Google has said that the QRG do not exactly reflect Google’s algorithms, but that they fundamentally show us what they want the algorithm to do. We believe that if something is in the QRG as a sign of high or low quality, it is something we should be assessing for our clients.

PL: How can you improve E-A-T?

DR M H: Because E-A-T has many components, there are many things that can be worked on in order to see improvements in this area. Expertise is a tough one to improve upon, but we have seen some cases where we felt it helped by simply adding more “braggy” information on expertise on the homepage and about the page in an effort to show potential readers why this website is an expert on its topics.

We believe authority is heavily tied to links. The QRG talks about how important it is to have other experts recommending you as an expert.
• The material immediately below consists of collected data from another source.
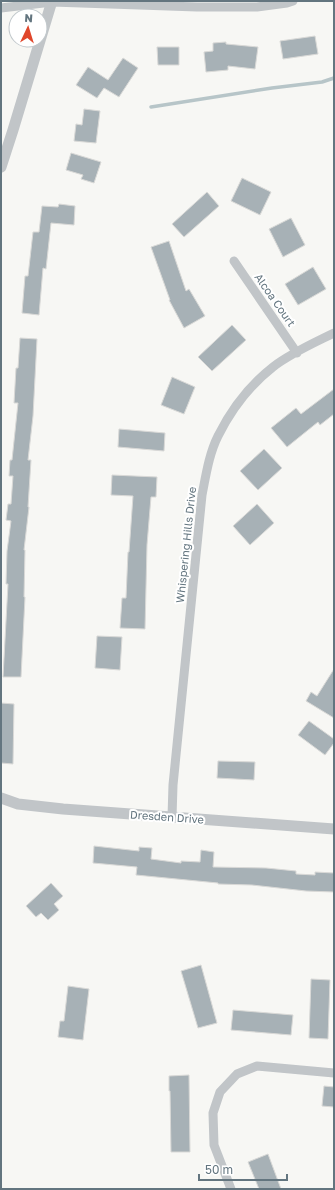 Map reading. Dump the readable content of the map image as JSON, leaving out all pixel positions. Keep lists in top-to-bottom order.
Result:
{
  "streets": {
    "street": ["Alcoa Court", "Whispering Hills Drive", "Dresden Drive"]
  },
  "crossings": [
    ["Alcoa Court", "Whispering Hills Drive"],
    ["Whispering Hills Drive", "Dresden Drive"]
  ],
  "scale_bar": "50 m",
  "north": "top"
} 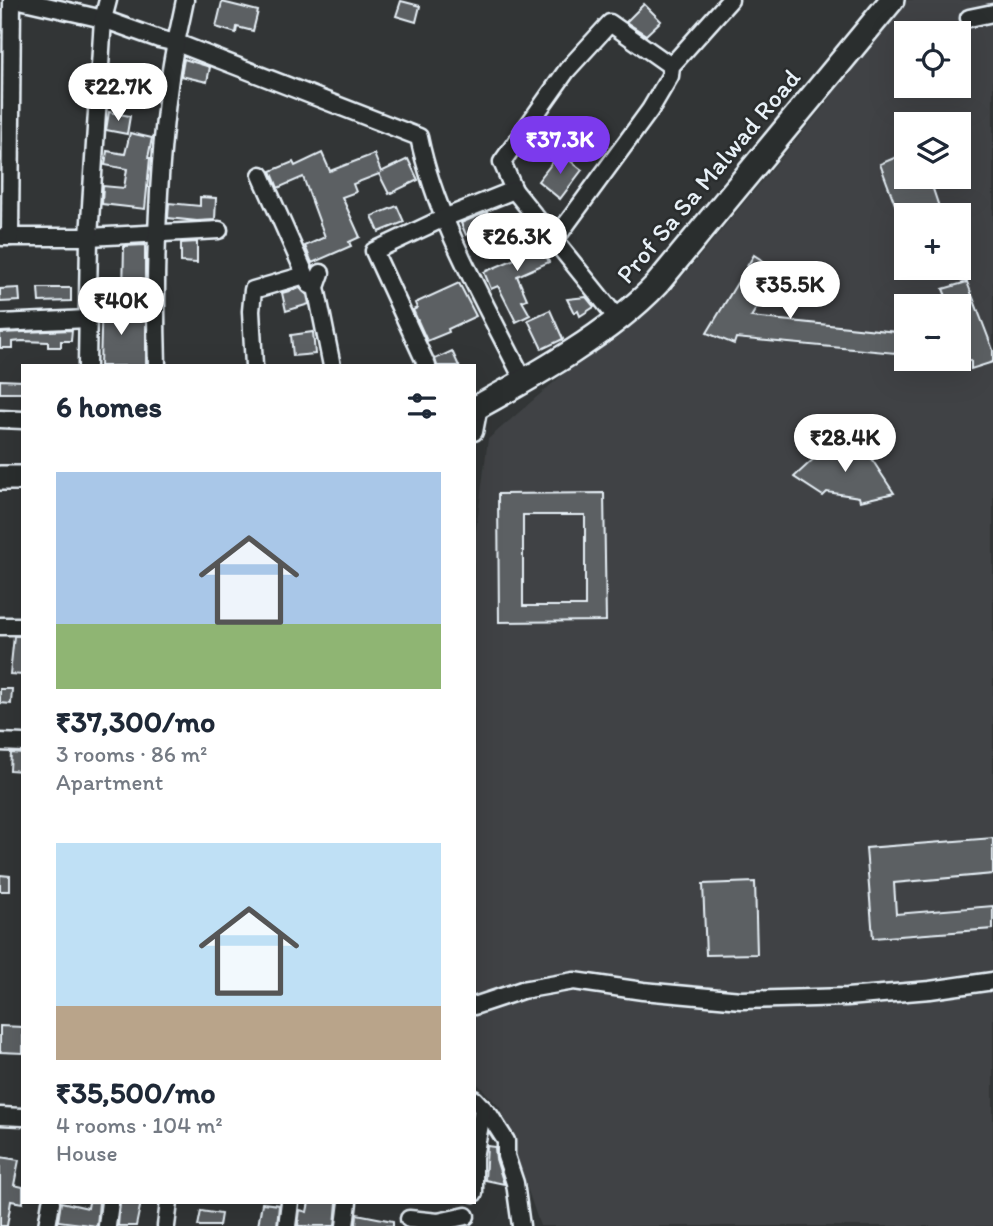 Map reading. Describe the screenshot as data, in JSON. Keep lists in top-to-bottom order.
{
  "streets": {
    "street": ["Prof Sa Sa Malwad Road"]
  },
  "page": {
    "map_buttons": ["+", "−"],
    "price": [
      "₹22.7K",
      "₹37.3K",
      "₹26.3K",
      "₹35.5K",
      "₹40K",
      "₹28.4K"
    ],
    "heading": "6 homes",
    "list": [
      {
        "name": "₹37,300/mo",
        "note": "3 rooms · 86 m² · Apartment"
      },
      {
        "name": "₹35,500/mo",
        "note": "4 rooms · 104 m² · House"
      }
    ]
  }
} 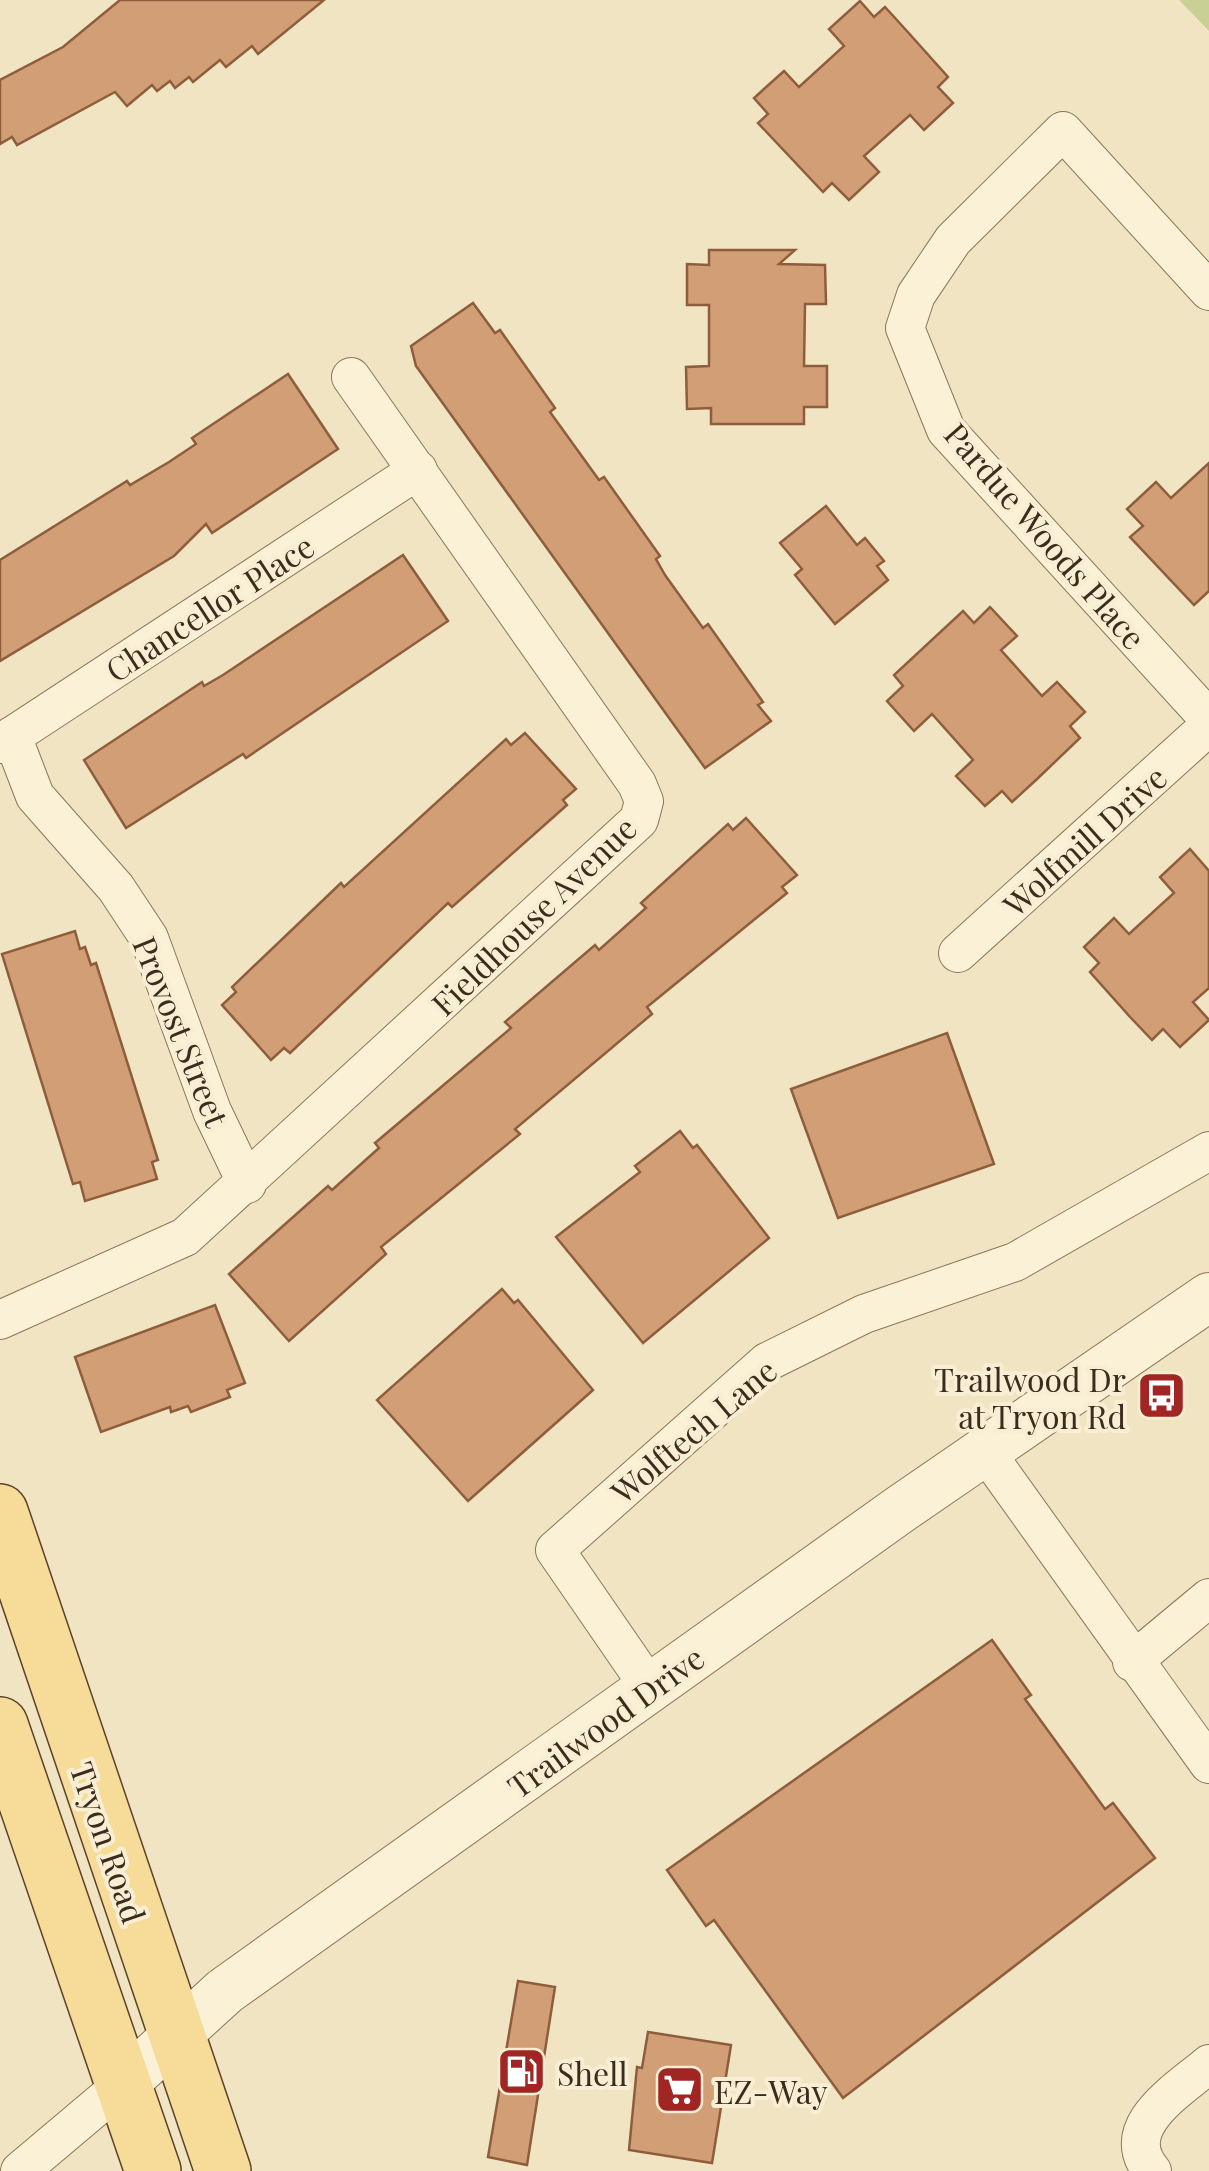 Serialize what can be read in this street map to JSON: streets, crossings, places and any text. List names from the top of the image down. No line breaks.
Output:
{"streets":{"main road":["Tryon Road"],"street":["Pardue Woods Place","Chancellor Place","Wolfmill Drive","Fieldhouse Avenue","Provost Street","Wolftech Lane","Trailwood Drive"]},"crossings":[["Chancellor Place","Fieldhouse Avenue"],["Chancellor Place","Provost Street"],["Fieldhouse Avenue","Provost Street"],["Wolftech Lane","Trailwood Drive"],["Trailwood Drive","Tryon Road"]],"places":{"bus stop":["Trailwood Dr at Tryon Rd"],"fuel station":["Shell"],"supermarket":["EZ-Way"]}}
In other words, do you have people linking to you because they truly want to recommend your content, your business, or anything else? If you have true recommendations from authoritative places, this contributes to the “A” in E-A-T.

The “T” in E-A-T is the most interesting to me. There are so many elements of trust that we believe Google is measuring. These may include your online reputation, whether or not you have easy to find contact information, whether your refund policy is available online, whether you quote medical sources appropriately, and also, for medical sites, whether you write on topics that contradict general scientific consensus. There are many other elements as well.

What we have found is that the key to recovery for a site that has seen an E-A-T related hit is to determine where the issues are, and then find ways to improve upon them. If people are distrusting your site because perhaps it is too ad-heavy, removing some ads could potentially help. If your nearest competitor has thousands of authoritative mentions, where you have tens of them, this is an area to work on.

PL: What is the best signal for website owners to work on first?

DR M H: I’m going to give an SEO answer here and say that this really depends. First, don’t get too stuck on just E-A-T. If your site has dropped in traffic or rankings, it could be due to technical issues, or perhaps because a competitor is simply outranking you. It doesn’t always mean something is wrong.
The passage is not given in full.